Michigan Supreme Court
Callahan v. City of Port Huron, 128 Mich. 673 (Mich. 1901)
87 N.W. 880; 1901 Mich. LEXIS 653
Montgomery, Other

Callahan v. City of Port Huron

Opinion of the Court

Montgomery, C. J.

Plaintiff recovered a judgment for injuries claimed to have been received by falling on a defective sidewalk. The plaintiff’s testimony was to the effect that the injury occurred while he was walking on the sidewalk, at some little distance from a crosswalk, to which reference was made by the testimony of the defendant’s witnesses. The sole error complained of is the refusal of the court to instruct the jury that, if the plaintiff was riding a wheel at the time he was injured, he could not recover.

There can be no doubt that the defendant was entitled to have this instruction given, if there was any evidence tending to sustain the defendant’s theory, for the reason that it wholly disproved any claim made by the plaintiff as to the manner of his accident, as well as the theory of his declaration. Nor do we think the general instruction of the court that, to entitle the plaintiff to recover, he must have been in the exercise of due care, nor the implication in *675the general instructions that he could not recover unless he received the injuries in the manner alleged, would be sufficient to cure this error. The defendant has a right to, have the attention of the jury challenged to his theory of the case, if that theory is supported by legal evidence. Babbitt v. Bumpus, 73 Mich. 331 (41 N. W. 417, 16 Am. St. Rep. 585); Parrish v.

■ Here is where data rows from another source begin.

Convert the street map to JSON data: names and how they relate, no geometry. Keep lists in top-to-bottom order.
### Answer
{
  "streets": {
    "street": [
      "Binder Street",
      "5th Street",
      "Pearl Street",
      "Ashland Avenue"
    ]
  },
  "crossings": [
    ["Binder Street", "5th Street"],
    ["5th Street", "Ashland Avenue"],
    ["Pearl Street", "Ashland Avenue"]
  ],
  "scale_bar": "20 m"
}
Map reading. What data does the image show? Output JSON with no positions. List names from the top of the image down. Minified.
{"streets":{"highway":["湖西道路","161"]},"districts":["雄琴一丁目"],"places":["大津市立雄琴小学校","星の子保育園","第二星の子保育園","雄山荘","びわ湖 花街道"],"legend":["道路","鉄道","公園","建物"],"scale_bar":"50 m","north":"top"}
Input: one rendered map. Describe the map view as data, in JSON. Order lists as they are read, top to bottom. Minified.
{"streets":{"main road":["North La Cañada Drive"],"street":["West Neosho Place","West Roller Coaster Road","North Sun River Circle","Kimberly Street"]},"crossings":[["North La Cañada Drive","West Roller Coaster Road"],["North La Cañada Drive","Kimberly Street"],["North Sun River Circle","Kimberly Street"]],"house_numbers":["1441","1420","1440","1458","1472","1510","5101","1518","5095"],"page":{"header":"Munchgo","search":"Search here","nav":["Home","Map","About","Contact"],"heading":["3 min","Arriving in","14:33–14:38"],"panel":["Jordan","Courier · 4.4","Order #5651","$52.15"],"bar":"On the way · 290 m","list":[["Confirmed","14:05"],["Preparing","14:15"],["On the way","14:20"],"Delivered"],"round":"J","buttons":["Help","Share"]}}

Bradley, 73 Mich. 610 (41 N. W. 818).

The evidence on the part of the defense which tended to show that this accident occurred at the crosswalk, and while plaintiff was riding a wheel, was evidence that he had his wheel with him; that the wheel was sold to plaintiff’s brother by one Unger, and by his brother to himself; that.it had, at the time it was sold, a “Vim” tire, which would make an impression in the earth the same as canvas; that the west plank of the crosswalk had been displaced, allowing sufficient space between it and the plank adjoining for a bicycle wheel to drop through; that there was a drop from the crosswalk to the north side of the ditch of about a foot, and that on this north slope there was found in the earth the mark of a bicycle tire which corresponded to the tire of plaintiff’s wheel; that this crosswalk in question was some eight or ten feet north of the point alleged in the plaintiff’s declaration; that a discovery of this condition and of these marks of the bicycle wheel was made by defendant’s witnesses the second day after the injury. We think that this evidence entitled the defendant to have the question submitted to the jury, and, as this was not done, although requested, the judgment will be reversed, and a new trial ordered.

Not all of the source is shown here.